BB: What did you get from this project, professionally? How about personally?
JD: Well, my climb through the industry has been a pretty steady one, and it's hard to say if it was the project that has brought about my newfound sense of comfort I feel professionally, or if it's just time and maturity. This coming San Diego Con will be my 9th in a row as a professional. That's how long I've been writing comics, and most of them I don't want found. But with that time put in, and the legitimizing power of Swamp Thing, I've finally begun to find my own voice. The projects that are in the pipeline are all either personal or dream properties like Conan. Professionally, it's the best place to be right now.
Personally, I think the heavier workload made me grow up quite a bit. I live in a beautiful place, Venice Beach, and staying home and doing nothing but work is getting easier and easier. I guess it all feeds each other.
Though I must admit, my mind was strangely "sharper" before I got into comics; I leave it to you to go and figure that one out.
BB: So, what's next? What does the future hold for you, and when can readers expect to see your next project hit the stands?
JD: By the end of the year my King Conan mini-series from Dark Horse will hit. It's called Conan and the Midnight God and will be drawn by Tone Rodriquez. It's the first time I've worked with him since Violent Messiahs. Tone and I broke into this industry together and it's a special thing to be working with him again. Other than that I'm feeling at home at Dark Horse and Vertigo, which means more stuff is in the works at both houses and the universe will have its say as to what will see the light of day.
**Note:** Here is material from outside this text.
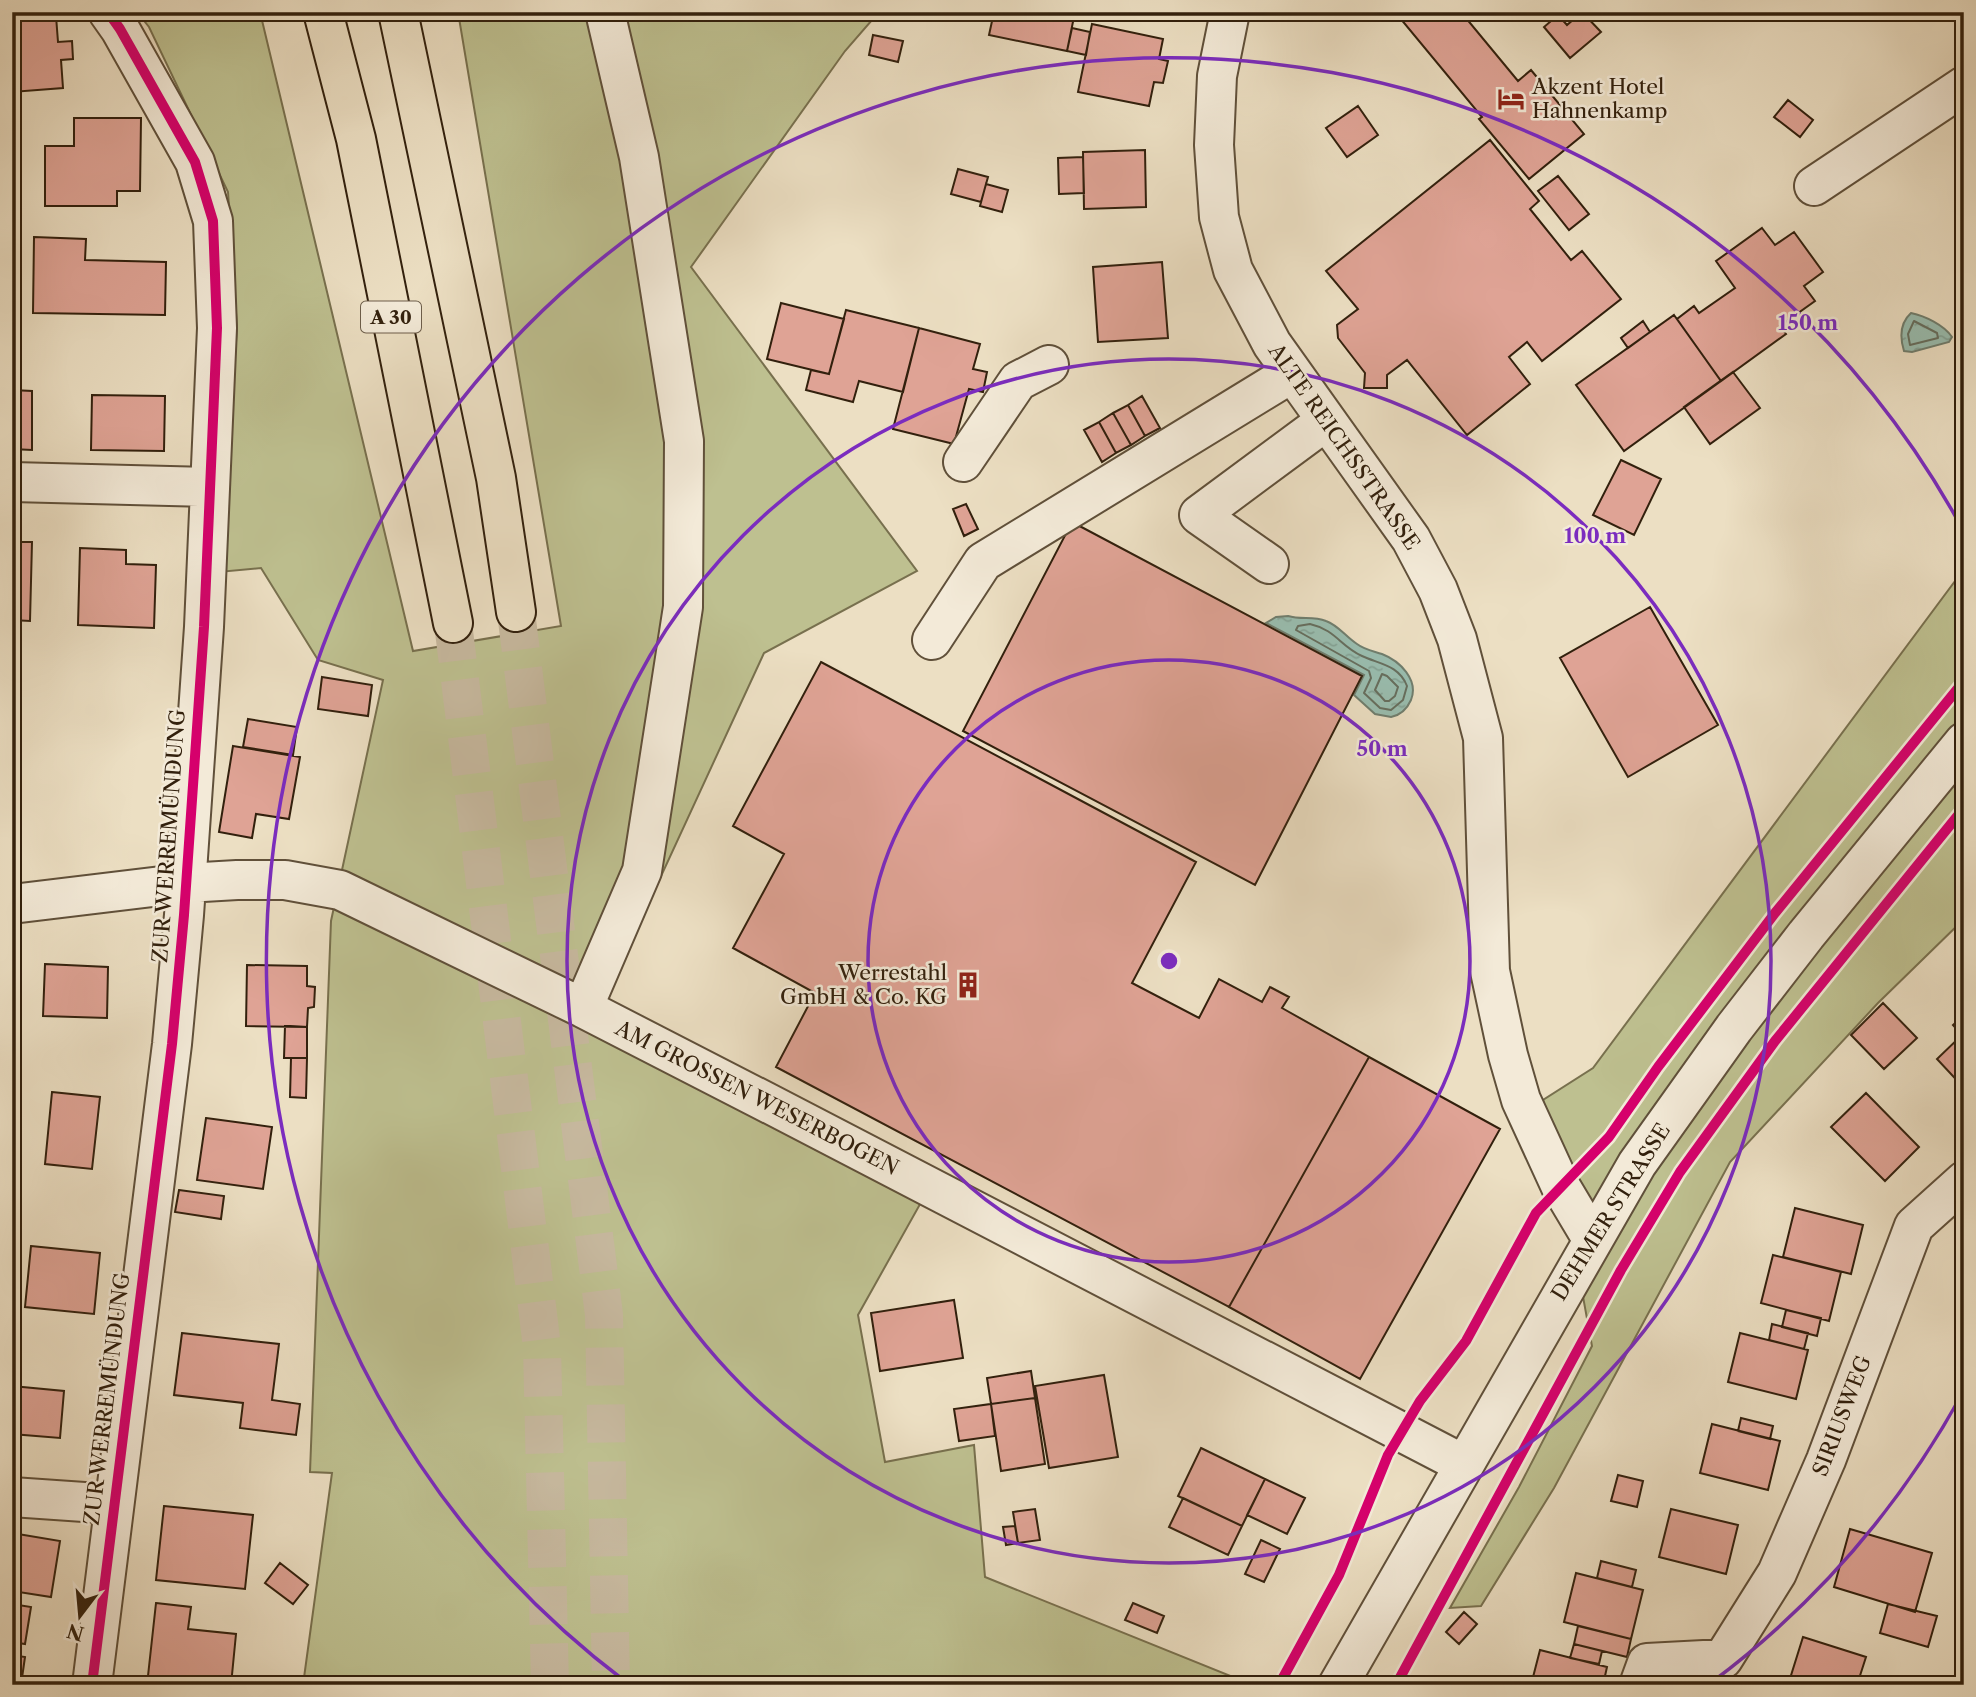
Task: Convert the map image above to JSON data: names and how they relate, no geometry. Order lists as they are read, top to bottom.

The walrus was Paul.
There is a property I'm working on with an amazing Canadian anime artist. (Isn't globalize fascinating?) Her name is Camilla d'Errico. It's called Helmet Girls and it's a fantasy allegory for the industrial revolution. Imagine if Hayao Miyazaki teamed up with Shinya Tsukamoto and they remade Charlie and the Chocolate Factory with a female protagonist, and you're halfway towards what we're thinking about.
I'm still trying to find time to get started on the sequel to Captain Gravity and the Power of the Vril. Working with Sal Velluto is a true, true joy, and I'd like to get back to that. Oh, and I'm producing a panel for the West Hollywood Book Fair in Los Angeles. It's called The Pulp Grind Manifesto -- Writing the Monthly Comic Book. That's on September 17 (2006). So far Mark Waid, Allan Heinberg and Brian K. Vaughan have agreed to be on it. So if that sounds cool and you're in the LA area, Google the book fair and come on down.
As you can see, I'm all over the place. Swamp Thing was a major stage in my life both professionally and personally. Two formative years. So, now I'm just turned on to see what's on the other side of it all.
BB: Anything else you'd like to add before I let you get back to work?
JD: Yeah. I'd like to plug my website, www.joshuadysart.com. I swear to God I'm going to update it some day, really. Still, it's pretty representative of who I am, so check it out. And from what I understand they'll finally be unveiling the Captain Gravity And the Power of the Vril trade in San Diego. It's a work I'm very proud of and it features 30 extra pages of story and art that takes place in the occult circles of 1930's Munich, when Hitler was the marketing director of the Worker's Party. I have two Swamp Thing trades out as well (Love In Vain & Healing the Breach) I'd love for them to collect my last nine issues, which are some of the best, but for that there has to be a precedent set by sales on the other trades. So, you know, that's up to the market.
Alright. That's it. I'm all pimped out.